Even if serious local competition is even further in the future than that timeline suggests, implications remain. International luxury players must quickly pivot to a new reality: one in which Chinese consumers are not only more ‘China-first’ emotionally, but physically as well for the foreseeable future.
Luxury brands have become accustomed to meeting a large percentage of Chinese consumers overseas. According to Bain, 73 percent of China’s luxury spending took place outside mainland China in 2018. Since Chinese consumers already account for more than a third of luxury good sales worldwide and are predicted to make up 46 percent by 2025, there is a lot at stake.
With travel virtually at a standstill and increased concerns about anti-China sentiment likely to cause hesitation in Chinese consumers re-embracing the idea of travelling abroad, international brands need to rethink their approach to reach Chinese shoppers within China.
Moreover, as the mainland’s economic growth is likely to contract for the first time in the post-Mao era, Chinese consumers are looking tighten their belts.

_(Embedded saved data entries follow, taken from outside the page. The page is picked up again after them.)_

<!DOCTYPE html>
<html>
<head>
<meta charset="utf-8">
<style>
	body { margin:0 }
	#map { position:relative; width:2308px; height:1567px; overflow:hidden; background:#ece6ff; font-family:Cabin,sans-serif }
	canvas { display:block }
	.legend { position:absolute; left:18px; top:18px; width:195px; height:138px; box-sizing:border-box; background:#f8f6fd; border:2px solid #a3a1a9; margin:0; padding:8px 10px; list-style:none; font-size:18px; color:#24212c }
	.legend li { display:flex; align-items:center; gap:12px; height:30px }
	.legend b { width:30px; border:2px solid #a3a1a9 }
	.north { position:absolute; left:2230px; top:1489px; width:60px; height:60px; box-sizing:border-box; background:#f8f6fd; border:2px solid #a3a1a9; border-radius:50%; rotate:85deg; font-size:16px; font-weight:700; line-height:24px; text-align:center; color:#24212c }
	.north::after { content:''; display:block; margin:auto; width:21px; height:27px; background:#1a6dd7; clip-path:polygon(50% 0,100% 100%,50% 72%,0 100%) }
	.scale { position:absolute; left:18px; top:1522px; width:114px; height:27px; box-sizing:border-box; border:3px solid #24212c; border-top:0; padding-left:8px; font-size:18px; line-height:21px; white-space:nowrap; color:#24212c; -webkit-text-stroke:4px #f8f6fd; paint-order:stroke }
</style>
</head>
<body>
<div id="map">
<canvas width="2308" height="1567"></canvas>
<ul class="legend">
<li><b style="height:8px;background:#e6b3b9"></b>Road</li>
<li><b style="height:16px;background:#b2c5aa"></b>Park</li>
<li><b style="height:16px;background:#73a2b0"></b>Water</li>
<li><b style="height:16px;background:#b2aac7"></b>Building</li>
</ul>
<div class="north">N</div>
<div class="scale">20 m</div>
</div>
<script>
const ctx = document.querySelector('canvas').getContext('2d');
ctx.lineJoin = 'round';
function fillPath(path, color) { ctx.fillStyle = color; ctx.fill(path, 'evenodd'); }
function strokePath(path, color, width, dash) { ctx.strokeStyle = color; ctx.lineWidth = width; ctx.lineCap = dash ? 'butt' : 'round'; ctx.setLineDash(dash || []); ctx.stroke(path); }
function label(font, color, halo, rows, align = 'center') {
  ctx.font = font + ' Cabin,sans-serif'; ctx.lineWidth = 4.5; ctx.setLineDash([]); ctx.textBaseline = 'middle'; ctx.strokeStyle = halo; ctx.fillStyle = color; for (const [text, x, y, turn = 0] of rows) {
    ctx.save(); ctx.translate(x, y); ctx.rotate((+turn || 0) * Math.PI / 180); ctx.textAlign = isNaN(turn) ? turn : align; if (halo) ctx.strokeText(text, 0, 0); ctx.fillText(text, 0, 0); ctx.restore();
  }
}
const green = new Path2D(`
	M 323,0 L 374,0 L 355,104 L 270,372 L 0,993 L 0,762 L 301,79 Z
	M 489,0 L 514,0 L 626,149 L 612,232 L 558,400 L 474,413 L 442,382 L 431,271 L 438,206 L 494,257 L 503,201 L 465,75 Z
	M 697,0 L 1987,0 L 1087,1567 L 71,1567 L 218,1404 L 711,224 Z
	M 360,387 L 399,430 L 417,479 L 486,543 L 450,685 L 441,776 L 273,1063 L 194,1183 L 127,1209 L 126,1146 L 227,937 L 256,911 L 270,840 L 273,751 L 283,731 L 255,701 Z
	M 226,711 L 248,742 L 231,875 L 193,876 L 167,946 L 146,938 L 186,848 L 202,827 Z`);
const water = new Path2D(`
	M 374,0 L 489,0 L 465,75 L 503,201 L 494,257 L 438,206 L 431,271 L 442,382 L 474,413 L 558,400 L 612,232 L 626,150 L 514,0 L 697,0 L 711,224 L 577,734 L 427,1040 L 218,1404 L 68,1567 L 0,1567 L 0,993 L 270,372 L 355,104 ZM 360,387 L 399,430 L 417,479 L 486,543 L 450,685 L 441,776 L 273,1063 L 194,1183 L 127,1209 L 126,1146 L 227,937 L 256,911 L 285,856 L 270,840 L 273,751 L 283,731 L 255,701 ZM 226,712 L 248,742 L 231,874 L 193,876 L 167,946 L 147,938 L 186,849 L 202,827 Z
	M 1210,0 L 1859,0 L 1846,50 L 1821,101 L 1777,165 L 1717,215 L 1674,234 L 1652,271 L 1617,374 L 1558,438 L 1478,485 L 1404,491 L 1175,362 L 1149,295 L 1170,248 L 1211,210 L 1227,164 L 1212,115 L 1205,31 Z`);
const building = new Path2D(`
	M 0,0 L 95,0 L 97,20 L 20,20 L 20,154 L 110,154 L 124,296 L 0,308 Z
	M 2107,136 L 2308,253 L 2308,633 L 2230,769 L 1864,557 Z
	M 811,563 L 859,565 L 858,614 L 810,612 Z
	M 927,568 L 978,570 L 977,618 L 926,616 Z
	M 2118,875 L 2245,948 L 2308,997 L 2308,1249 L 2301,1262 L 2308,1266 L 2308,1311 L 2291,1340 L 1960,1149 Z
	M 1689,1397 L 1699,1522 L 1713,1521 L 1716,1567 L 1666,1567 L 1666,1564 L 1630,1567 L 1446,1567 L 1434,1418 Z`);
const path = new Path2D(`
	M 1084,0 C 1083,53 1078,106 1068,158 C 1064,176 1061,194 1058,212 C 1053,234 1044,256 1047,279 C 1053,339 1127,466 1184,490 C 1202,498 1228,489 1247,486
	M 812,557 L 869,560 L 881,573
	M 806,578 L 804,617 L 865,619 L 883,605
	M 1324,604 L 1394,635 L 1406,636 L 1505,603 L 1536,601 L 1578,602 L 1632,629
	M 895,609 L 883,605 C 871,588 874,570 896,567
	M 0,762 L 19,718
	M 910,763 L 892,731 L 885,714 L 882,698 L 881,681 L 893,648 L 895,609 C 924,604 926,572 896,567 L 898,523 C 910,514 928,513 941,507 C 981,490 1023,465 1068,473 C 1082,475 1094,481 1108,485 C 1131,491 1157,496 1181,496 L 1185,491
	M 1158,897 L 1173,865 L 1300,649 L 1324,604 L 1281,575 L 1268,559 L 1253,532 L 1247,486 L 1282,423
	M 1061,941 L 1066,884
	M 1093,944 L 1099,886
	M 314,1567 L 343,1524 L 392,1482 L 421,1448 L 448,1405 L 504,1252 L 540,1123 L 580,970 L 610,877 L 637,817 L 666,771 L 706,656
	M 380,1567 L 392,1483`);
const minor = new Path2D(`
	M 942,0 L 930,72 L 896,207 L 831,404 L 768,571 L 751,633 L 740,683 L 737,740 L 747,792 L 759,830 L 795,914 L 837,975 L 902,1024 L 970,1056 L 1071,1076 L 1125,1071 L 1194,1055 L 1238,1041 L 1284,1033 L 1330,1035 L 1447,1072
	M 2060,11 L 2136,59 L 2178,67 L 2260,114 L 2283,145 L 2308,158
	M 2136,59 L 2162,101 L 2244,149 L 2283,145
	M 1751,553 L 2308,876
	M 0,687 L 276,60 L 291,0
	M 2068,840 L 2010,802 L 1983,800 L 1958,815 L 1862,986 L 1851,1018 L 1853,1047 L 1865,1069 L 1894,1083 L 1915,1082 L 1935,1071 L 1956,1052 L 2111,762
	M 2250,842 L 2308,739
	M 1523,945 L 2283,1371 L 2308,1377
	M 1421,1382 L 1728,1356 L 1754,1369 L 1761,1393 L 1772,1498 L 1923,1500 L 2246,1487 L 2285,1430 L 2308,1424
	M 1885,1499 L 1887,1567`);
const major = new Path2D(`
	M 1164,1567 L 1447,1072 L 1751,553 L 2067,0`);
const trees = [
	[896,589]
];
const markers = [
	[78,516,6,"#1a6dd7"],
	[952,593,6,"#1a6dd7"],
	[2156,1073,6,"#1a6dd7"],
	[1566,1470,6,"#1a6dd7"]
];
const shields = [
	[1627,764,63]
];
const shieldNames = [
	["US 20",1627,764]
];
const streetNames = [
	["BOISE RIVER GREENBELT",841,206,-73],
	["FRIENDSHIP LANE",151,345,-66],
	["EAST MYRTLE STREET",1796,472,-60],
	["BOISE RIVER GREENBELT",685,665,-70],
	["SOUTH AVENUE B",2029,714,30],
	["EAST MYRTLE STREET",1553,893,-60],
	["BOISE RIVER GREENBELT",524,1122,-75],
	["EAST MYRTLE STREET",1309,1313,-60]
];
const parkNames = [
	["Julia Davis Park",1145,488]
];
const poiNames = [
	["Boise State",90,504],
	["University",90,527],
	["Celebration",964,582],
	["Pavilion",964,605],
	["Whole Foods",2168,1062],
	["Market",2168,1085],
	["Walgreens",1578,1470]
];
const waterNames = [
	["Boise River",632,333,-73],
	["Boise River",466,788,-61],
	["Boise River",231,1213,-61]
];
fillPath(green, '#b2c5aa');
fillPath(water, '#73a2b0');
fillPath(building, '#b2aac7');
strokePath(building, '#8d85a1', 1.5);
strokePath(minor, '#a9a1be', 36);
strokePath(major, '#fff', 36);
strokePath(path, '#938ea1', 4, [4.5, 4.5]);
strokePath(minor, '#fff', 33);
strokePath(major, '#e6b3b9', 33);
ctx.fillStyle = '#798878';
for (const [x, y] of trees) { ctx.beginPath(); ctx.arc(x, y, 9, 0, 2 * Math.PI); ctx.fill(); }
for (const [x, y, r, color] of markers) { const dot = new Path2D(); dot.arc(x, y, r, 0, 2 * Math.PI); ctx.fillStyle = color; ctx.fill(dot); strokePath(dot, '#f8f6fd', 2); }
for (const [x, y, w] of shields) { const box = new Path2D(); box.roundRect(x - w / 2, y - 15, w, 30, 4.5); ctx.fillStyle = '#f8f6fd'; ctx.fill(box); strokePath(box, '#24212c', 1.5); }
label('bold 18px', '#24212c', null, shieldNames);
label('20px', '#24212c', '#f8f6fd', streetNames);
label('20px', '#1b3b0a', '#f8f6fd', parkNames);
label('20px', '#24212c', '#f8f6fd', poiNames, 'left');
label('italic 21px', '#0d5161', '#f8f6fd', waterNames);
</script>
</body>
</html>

Data from China Luxury Advisors suggests 86 percent of high net worth individuals surveyed plan to rein in spending to some degree in 2020.
This means a smaller total consumption pool to be shared among luxury players. Those who have deep ties in the mainland market (and good retail locations combined with innovative Chinese digital operations) are likely to emerge even stronger when the crisis abates, those who do not will suffer the most.